3.1. Chemical Solid-Phase RNA Synthesis

Originally developed for DNA synthesis by Beaucage and Caruthers [76], the amidite method has since been adapted to RNA [32,33,34,35,36]. This approach has been further adapted to incorporate isotope-labeled amidites [36]. SPS is carried out in an automated synthesizer, requires amidite building blocks, and occurs in four steps (Figure 4). First, the 4,4′-dimethoxytrityl (DMTr) protecting group at the 5′-hydroxyl (OH) of the solid-support bound 3′-nucleoside is removed. Second, the deprotected 5′-OH then attacks the activated amidite to couple the two nucleosides. Synthesis continues to grow the RNA molecule 3′-to-5′ by repeating the first two steps following oxidation of the phosphite-triester to the phosphotriester and subsequent deprotection. Cleavage from the solid-support terminates the cycle.

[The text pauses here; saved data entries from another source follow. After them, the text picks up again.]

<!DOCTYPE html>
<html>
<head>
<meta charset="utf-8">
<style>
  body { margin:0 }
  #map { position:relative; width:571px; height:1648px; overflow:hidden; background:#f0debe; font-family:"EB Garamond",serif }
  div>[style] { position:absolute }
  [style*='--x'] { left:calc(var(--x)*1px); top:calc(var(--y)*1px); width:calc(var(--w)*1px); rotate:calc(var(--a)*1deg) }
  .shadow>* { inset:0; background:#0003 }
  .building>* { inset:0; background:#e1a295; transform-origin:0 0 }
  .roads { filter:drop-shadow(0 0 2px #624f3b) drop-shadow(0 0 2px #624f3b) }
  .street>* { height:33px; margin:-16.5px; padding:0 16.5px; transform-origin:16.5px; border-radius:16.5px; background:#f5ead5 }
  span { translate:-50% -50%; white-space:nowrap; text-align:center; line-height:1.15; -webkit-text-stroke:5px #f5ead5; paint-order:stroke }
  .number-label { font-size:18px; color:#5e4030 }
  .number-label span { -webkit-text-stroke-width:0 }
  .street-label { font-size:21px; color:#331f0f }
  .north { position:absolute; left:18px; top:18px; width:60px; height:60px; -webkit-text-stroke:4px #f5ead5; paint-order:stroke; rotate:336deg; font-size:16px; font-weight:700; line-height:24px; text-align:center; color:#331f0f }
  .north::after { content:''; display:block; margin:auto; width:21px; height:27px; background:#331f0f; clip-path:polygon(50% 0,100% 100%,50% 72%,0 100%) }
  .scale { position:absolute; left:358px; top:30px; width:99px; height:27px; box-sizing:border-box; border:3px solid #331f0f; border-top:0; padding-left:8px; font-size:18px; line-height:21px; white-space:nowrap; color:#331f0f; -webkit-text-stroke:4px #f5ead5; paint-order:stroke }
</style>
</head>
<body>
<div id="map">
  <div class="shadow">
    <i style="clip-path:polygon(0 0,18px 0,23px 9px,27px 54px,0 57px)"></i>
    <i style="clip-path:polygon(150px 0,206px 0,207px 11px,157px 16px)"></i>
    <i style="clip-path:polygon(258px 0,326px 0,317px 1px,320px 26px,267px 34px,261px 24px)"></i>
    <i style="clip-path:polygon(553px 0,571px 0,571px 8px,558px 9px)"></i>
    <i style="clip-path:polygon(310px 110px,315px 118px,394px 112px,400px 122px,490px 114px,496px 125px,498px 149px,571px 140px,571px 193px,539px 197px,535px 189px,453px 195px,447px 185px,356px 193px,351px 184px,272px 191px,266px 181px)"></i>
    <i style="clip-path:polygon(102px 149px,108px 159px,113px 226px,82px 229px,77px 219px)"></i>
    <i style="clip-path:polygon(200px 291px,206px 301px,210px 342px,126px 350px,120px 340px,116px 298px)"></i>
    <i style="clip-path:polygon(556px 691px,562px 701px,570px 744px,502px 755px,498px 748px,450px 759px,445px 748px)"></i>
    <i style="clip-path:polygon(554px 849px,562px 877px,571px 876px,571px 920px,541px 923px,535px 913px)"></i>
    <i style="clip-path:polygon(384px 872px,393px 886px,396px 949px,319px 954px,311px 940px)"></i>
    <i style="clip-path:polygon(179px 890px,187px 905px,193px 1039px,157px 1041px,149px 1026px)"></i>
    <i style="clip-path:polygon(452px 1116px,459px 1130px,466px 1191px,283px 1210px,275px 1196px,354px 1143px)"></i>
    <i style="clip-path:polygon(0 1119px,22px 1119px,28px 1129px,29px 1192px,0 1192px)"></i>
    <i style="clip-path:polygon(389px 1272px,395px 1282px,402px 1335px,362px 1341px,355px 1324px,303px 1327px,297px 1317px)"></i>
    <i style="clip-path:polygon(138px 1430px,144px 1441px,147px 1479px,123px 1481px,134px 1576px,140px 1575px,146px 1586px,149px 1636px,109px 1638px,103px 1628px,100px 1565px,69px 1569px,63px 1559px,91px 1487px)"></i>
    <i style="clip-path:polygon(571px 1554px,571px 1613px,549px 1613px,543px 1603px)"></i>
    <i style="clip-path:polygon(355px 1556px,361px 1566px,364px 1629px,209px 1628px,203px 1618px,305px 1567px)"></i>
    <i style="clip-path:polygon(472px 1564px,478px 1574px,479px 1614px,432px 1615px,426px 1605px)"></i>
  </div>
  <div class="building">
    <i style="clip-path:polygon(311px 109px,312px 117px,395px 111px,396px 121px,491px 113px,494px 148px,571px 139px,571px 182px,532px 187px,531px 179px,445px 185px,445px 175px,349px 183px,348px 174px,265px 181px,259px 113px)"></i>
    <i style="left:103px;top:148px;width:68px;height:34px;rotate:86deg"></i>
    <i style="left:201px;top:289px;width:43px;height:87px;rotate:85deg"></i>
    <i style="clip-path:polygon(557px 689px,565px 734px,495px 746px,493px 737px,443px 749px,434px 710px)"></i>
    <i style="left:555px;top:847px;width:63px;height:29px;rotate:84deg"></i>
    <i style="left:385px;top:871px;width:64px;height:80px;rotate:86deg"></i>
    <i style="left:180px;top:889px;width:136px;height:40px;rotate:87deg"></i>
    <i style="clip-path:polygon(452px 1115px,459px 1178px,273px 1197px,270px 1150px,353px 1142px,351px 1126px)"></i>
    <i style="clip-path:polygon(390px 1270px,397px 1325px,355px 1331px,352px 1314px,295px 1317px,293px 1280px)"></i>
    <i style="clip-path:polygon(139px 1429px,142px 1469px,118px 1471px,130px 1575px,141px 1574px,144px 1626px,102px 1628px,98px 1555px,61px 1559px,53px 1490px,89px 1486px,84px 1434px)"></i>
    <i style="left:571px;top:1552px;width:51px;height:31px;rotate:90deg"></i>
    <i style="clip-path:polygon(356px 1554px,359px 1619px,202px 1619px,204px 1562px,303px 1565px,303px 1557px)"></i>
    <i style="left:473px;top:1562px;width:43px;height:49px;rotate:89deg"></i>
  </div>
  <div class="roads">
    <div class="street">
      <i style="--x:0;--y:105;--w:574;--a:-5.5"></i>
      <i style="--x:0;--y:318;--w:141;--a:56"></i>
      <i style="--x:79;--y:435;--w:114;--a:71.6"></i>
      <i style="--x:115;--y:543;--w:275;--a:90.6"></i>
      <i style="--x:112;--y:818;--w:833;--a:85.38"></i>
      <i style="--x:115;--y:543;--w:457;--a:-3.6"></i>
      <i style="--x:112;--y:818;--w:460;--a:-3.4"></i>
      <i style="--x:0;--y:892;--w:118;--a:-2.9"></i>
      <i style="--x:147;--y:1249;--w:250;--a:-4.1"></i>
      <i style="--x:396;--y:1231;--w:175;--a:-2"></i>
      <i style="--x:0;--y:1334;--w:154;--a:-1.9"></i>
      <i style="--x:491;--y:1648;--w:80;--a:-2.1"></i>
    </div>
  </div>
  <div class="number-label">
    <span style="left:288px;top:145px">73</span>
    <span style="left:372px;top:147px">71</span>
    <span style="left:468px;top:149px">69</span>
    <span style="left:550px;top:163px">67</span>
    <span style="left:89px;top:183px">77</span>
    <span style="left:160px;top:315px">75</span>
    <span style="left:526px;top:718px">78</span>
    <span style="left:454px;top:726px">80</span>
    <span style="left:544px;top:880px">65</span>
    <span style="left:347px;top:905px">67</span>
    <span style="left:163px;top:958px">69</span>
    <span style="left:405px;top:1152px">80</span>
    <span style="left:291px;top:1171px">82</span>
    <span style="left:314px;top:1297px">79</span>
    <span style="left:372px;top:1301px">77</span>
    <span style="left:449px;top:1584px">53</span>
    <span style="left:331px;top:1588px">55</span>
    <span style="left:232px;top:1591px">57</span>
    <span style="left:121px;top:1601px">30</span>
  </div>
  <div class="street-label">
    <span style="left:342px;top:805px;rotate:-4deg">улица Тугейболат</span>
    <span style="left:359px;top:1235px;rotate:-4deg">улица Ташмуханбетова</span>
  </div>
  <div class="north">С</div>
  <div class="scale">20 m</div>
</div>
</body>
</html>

Chemical solid-phase synthesis of position-specifically-labeled RNA. Amidite building blocks (unlabeled and isotope-labeled) are used in an automated synthesizer to make pre-programmed RNA sequences with position-specific labels. Magenta nucleotides harbor stable isotope labels. Magenta circles and D represent ¹³C and ²H atoms, respectively. This example shows a [6-¹³C-5-²H]-UTP-labeled RNA at nucleotide U7.

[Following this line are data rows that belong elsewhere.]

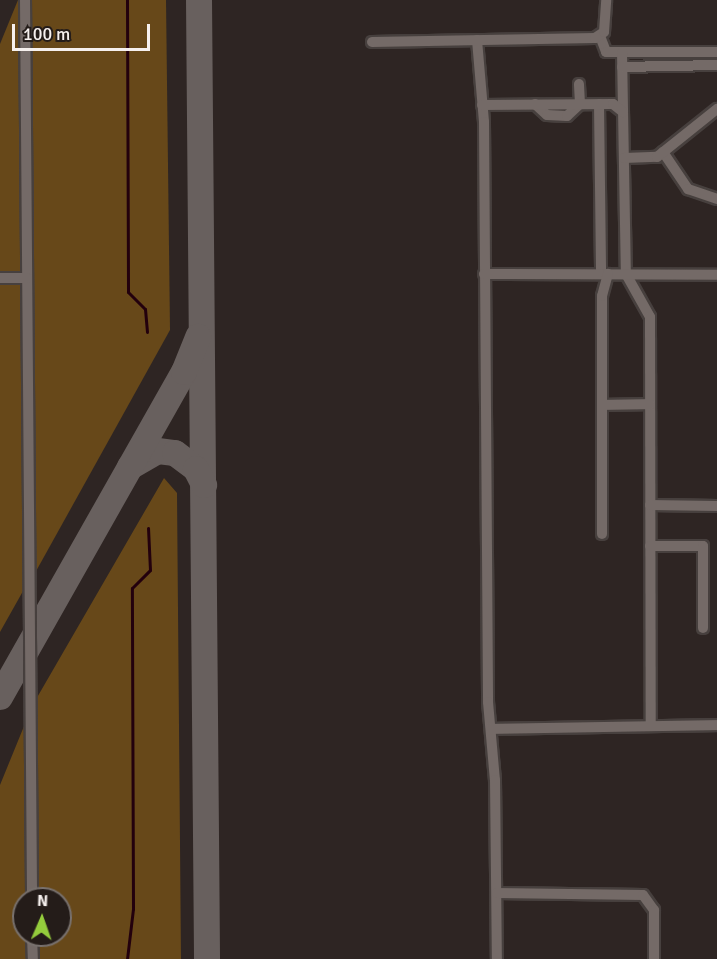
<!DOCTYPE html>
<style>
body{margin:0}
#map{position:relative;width:717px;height:959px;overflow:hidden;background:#2e2523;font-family:Signika,sans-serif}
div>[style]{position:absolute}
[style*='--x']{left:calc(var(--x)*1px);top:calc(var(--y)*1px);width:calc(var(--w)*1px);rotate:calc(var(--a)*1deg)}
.green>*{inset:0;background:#674819}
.stream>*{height:3px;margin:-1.5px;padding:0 1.5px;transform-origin:1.5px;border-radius:1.5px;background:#23000d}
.taxiway>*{height:26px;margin:-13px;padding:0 13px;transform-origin:13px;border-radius:13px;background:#68605e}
.roads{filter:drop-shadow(2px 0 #47403e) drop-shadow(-2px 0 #47403e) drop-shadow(0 2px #47403e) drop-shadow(0 -2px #47403e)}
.minor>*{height:10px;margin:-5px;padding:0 5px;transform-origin:5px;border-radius:5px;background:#746a67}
span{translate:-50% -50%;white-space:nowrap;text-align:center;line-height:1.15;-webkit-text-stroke:5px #241c19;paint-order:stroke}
.north{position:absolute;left:12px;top:887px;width:60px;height:60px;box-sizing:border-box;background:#241c19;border:2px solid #78716e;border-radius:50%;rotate:2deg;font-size:16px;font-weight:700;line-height:24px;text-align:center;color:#f6f0ee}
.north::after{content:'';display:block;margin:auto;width:21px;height:27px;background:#94cc3c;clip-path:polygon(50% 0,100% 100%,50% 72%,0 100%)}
.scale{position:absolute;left:12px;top:24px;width:138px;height:27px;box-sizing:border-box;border:3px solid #f6f0ee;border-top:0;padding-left:8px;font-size:18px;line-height:21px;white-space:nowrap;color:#f6f0ee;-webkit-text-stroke:4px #241c19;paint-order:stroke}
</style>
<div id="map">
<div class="green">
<i style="clip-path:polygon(18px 0,22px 0,23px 272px,0 276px,0 44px)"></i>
<i style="clip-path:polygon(29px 0,166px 0,170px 330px,35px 573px)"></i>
<i style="clip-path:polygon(23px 280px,27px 584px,0 632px,0 282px)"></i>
<i style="clip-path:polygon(164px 478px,177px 493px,181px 959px,36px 959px,36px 935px,60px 935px,60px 899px,36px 899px,35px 701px)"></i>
<i style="clip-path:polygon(29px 714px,29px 899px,24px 899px,24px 935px,29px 935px,29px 959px,0 959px,0 785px)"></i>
</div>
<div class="stream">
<i style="--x:127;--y:0;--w:292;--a:89.8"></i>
<i style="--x:128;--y:292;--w:24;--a:45"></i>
<i style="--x:145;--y:309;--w:23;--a:85"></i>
<i style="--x:127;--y:959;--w:50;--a:-83.2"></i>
<i style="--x:133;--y:909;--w:321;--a:-90.2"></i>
<i style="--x:132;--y:588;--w:25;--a:-45"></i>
<i style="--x:150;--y:570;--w:42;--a:-92.7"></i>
</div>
<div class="taxiway">
<i style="--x:199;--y:0;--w:959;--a:89.52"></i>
<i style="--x:130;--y:467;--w:32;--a:-30"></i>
<i style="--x:158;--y:451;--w:17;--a:7"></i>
<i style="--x:175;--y:453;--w:26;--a:37"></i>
<i style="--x:196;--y:469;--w:18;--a:63"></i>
<i style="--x:0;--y:697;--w:373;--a:-60.5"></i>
<i style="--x:184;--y:372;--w:38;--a:-68"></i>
</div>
<div class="roads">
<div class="minor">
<i style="--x:25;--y:0;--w:899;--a:89.55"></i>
<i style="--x:600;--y:36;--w:17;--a:69"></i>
<i style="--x:606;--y:52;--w:111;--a:0"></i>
<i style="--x:477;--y:40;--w:82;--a:85.1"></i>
<i style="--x:484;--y:122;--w:580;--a:89.6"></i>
<i style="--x:488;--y:702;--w:78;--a:84.9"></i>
<i style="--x:495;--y:780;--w:179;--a:89.4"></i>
<i style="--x:372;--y:42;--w:223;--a:-1"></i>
<i style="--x:595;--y:38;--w:11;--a:-34"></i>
<i style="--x:604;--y:32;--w:32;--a:-86"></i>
<i style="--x:622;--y:52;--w:222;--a:89"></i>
<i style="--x:626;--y:274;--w:49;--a:60.8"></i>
<i style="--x:650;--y:317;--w:408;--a:89.9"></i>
<i style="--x:622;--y:67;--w:95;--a:-1.2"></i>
<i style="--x:535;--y:104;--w:16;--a:43"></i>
<i style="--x:547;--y:115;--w:20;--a:3"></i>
<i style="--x:567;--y:116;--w:18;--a:-43"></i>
<i style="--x:580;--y:104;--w:20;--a:-93"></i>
<i style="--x:599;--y:104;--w:170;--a:89.3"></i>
<i style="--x:482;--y:105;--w:131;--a:-0.4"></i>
<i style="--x:613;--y:104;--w:13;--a:39"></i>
<i style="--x:663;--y:152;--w:45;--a:56"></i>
<i style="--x:688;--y:189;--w:31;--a:19"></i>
<i style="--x:624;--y:158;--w:33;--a:-2"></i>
<i style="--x:657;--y:157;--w:77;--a:-38.7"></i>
<i style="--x:484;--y:274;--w:233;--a:0.2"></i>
<i style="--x:0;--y:278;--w:27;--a:0"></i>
<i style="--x:604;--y:405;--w:46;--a:-1.2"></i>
<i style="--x:650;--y:505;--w:67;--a:0.9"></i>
<i style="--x:602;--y:534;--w:238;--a:-90"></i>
<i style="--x:602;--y:296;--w:23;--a:-75"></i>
<i style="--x:650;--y:546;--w:53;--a:0"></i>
<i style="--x:703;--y:546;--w:82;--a:90"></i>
<i style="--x:491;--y:729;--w:226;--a:-1"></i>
<i style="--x:497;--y:893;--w:146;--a:0.8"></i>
<i style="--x:643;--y:895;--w:19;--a:54"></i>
<i style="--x:654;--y:910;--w:49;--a:90"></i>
<i style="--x:32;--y:935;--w:24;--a:88"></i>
</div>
</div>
<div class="north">N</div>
<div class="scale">100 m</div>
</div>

SPS efficiency depends on the protecting group (PG) choice. RNA amidites are 5′-O-DMTr-protected, and the nucleobase exocyclic amino groups are protected with acetyl (Ac), phenoxyacetyl (Pac), benzoyl (Bz), or isobutyryl (iBu) groups. The choice of the various 2′-OH PGs requires careful deliberation. These PGs can be classified as acid- [77], photo- [78], and fluoride-labile [33,79,80]. While RNAs have been synthesized with a variety of 2′-OH PGs, only [(triisopropylsilyl)oxy]methyl (TOM) [79], tert-butyldimethylsilyl (tBDMS) [33], and 2′-cyanoethoxymethyl (CEM) [80] amidites have been widely used in NMR studies. Even though the CEM is the only PG that enables synthesis of RNAs >60 nts, it is commercially unavailable, which requires researchers to synthesize unlabeled and labeled CEM amidites in-house [69]. On the other hand, unlabeled TOM and tBDMS amidites and isotope-labeled tBDMS amidites are commercially available (Table 1) and therefore more accessible to a larger group of researchers. In practice, chemical SPS is rarely employed to make RNAs >60 nt for NMR analysis, and therefore TOM and tBDMS amidites are mainly used. For example, the Kreutz research group synthesized [6-¹³C]- and [6-¹³C-5-²H-]-uridine and -cytidine, and [2,8-¹³C₂]- and [8-¹³C]-adenosine and -guanosine TOM and tBDMS amidites for use in ¹H- [70] and ¹³C-relaxation dispersion [17,71] NMR experiments to study conformational dynamics of RNAs up to 53 nts.